Given a log of website requests, where each line contains an entry with the following fields (time, customerId, pageVisited), write an algorithm to find the top 3-page sequence of page visits for all customers. Each line represents a request (A-Z) made by customer (C#) at time T to one of the website’s pages.

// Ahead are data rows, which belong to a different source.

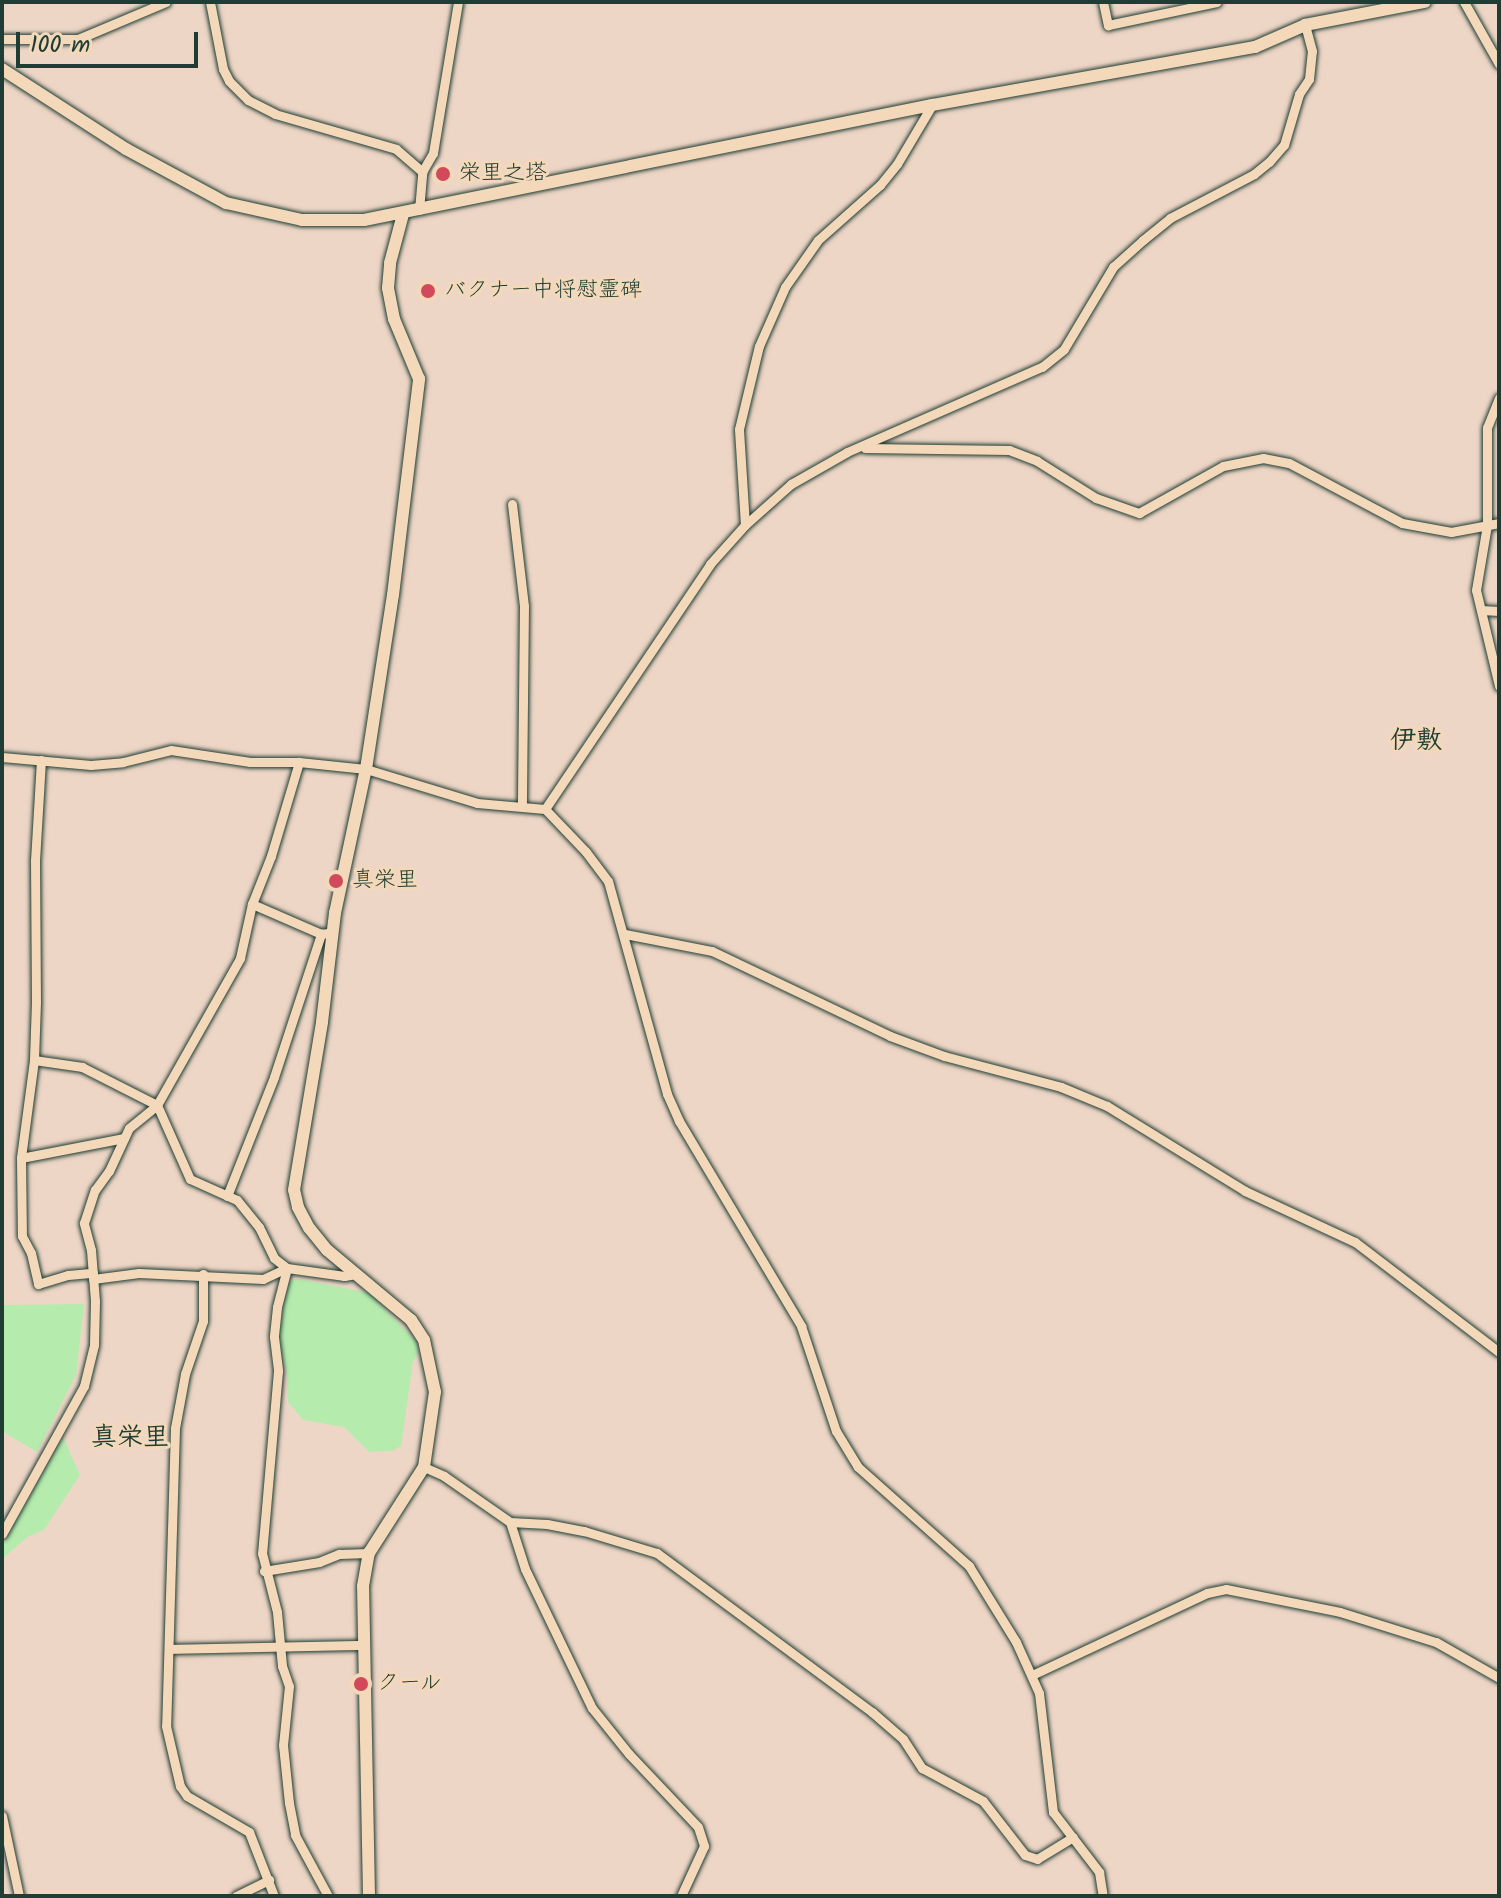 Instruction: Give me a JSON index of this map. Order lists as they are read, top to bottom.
{
  "districts": ["伊敷", "真栄里"],
  "places": [
    "栄里之塔",
    "バクナー中将慰霊碑",
    "真栄里",
    "クール"
  ],
  "scale_bar": "100 m"
}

For example, given the following log file containing:
T0,C1,A
T0,C2,E
T1,C1,B
T1,C2,B
T2,C1,C
T2,C2,C
T3,C1,D
T3,C2,D
T4,C1,E
T5,C2,A
Sequence of visits for each customer:
C1 = A -> B -> C -> D -> E
C2 = E -> B -> C -> D -> A
Answer: We see that the most common 3-page sequence visited by a customer is B -> C -> D.
这道题本质上是日志统计与模式频次分析:先按 customerId 将访问记录按时间排序,恢复每个用户的完整浏览序列;再从每个用户的序列中枚举所有连续的 3 页窗口,把同一三页组合在不同用户中的出现次数累计起来,最终找出全局出现次数最多的 3-page sequence。实现时通常会用哈希表按用户分组、再用哈希表统计三元组频次,时间复杂度主要取决于日志条数和每个用户的访问长度。